▶ _Work item_
If a line in the data holds "weight", copy that line out in full.

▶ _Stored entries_

<<<<

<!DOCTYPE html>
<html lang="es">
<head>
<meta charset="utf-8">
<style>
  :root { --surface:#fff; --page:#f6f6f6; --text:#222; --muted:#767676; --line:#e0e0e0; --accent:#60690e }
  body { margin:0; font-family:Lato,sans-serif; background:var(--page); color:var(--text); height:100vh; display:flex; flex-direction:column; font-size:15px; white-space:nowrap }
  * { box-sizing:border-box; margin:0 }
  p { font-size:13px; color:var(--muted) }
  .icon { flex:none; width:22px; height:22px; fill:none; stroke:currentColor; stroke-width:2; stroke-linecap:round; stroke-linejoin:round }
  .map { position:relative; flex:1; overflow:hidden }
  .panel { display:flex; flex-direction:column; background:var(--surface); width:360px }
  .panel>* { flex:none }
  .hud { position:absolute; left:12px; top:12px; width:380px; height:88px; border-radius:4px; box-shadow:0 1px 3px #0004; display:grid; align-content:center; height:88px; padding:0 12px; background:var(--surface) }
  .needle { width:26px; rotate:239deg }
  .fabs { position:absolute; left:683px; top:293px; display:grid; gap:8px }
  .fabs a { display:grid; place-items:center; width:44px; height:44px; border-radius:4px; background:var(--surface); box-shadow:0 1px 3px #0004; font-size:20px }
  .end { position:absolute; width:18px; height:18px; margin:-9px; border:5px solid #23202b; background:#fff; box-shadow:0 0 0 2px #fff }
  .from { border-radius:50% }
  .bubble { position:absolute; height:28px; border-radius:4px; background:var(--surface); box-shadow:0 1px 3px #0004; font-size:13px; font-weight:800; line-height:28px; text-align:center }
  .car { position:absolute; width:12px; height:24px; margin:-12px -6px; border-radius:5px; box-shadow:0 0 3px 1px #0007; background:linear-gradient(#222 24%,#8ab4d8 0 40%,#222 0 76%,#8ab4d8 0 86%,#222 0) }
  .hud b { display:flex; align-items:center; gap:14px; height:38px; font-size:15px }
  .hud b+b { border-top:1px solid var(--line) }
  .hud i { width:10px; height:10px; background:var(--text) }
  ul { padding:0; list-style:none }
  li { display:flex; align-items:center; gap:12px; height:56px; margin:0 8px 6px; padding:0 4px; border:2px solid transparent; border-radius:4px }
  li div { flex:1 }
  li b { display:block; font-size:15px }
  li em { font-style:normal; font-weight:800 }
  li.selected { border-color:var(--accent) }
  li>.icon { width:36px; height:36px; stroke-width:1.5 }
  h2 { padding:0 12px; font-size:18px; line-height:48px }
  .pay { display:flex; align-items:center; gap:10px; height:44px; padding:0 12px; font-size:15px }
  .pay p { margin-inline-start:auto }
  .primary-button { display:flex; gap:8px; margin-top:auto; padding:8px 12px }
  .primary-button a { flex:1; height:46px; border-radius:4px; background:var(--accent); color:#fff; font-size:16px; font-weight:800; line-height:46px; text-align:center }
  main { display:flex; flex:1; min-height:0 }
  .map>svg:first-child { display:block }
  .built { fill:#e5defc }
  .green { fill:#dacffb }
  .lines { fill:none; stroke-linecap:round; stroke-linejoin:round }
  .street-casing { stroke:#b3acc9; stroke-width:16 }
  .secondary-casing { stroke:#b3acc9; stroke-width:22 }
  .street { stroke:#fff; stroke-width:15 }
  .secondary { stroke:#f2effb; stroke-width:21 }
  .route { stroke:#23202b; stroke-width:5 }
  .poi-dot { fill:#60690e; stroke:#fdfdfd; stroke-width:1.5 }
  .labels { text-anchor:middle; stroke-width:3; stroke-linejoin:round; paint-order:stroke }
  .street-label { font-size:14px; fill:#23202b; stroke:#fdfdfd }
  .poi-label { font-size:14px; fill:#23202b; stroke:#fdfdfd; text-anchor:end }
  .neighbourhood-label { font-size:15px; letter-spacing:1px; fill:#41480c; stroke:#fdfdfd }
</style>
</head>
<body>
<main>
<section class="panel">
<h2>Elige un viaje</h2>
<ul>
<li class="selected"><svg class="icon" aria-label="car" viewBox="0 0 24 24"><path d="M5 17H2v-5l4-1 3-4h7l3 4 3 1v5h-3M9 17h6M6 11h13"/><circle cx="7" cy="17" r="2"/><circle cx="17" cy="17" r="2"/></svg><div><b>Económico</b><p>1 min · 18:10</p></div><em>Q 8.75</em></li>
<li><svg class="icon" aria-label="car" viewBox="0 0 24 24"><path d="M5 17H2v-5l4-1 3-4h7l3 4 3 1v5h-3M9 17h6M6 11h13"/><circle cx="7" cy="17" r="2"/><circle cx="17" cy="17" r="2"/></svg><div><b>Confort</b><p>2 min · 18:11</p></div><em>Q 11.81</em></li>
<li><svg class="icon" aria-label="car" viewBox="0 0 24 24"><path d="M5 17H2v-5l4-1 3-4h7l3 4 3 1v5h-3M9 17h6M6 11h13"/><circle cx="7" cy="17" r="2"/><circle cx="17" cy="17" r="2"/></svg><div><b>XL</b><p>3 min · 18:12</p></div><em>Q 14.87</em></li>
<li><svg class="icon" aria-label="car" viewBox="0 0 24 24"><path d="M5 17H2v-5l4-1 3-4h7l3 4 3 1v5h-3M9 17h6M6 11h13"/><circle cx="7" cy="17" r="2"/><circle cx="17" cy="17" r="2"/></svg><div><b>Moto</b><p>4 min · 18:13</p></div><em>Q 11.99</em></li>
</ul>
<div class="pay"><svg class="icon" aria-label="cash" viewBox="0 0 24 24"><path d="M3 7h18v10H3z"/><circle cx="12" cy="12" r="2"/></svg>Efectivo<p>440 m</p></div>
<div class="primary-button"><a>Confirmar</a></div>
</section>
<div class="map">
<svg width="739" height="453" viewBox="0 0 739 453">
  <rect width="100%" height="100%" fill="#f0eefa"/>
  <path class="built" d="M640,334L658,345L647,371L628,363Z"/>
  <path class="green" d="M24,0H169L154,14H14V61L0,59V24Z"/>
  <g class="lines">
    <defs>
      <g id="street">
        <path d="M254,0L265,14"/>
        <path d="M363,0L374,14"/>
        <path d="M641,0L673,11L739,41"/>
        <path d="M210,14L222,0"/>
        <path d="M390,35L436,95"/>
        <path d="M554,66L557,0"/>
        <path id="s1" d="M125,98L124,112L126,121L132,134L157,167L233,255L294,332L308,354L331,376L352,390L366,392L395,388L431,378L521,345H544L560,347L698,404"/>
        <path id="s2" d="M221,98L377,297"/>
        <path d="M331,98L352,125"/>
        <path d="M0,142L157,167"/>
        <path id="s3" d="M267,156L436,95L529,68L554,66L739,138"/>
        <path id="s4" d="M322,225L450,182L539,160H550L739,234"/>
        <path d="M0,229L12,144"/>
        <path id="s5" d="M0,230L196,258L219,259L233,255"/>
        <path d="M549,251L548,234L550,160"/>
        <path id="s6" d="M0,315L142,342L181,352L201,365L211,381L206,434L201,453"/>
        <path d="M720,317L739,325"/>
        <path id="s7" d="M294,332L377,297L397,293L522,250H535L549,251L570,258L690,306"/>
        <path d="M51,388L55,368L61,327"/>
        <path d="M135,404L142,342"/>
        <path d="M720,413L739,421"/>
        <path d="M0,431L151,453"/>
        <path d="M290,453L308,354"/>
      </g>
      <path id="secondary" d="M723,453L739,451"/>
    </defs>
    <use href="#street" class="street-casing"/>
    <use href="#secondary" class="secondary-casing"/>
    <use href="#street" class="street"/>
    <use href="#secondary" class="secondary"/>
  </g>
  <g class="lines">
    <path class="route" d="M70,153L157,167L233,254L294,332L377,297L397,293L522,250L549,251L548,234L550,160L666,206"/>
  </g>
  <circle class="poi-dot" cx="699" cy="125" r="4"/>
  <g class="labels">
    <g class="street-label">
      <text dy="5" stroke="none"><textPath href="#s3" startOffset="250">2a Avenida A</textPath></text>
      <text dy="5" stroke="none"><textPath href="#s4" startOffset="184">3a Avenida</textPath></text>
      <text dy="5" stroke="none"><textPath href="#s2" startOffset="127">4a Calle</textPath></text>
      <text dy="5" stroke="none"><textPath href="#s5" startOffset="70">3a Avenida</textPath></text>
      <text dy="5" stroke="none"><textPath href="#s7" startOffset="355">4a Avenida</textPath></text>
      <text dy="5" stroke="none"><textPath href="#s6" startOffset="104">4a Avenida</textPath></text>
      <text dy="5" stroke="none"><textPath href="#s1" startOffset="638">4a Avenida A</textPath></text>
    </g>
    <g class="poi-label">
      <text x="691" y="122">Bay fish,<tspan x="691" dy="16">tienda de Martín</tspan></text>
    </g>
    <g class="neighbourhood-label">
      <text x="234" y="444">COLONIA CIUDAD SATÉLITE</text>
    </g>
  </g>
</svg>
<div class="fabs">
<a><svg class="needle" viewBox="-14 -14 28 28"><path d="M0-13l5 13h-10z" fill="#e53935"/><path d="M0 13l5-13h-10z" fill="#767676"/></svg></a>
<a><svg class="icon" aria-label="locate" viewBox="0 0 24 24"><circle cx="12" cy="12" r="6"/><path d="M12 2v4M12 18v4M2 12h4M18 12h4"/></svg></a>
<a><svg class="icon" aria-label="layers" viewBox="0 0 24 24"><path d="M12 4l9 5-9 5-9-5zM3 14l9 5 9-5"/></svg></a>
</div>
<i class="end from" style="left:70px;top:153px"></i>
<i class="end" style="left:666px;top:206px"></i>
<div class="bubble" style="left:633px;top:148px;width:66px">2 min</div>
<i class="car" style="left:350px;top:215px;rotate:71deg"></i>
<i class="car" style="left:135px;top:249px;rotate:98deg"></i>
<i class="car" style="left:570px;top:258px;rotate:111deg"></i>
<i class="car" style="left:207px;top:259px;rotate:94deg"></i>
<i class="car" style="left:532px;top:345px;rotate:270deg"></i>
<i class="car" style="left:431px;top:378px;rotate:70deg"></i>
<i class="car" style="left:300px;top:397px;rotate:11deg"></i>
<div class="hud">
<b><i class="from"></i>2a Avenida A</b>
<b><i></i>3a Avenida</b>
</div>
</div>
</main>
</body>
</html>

>>>>

▶ _Task answer_
  .bubble { position:absolute; height:28px; border-radius:4px; background:var(--surface); box-shadow:0 1px 3px #0004; font-size:13px; font-weight:800; line-height:28px; text-align:center }
  li em { font-style:normal; font-weight:800 }
  .primary-button a { flex:1; height:46px; border-radius:4px; background:var(--accent); color:#fff; font-size:16px; font-weight:800; line-height:46px; text-align:center }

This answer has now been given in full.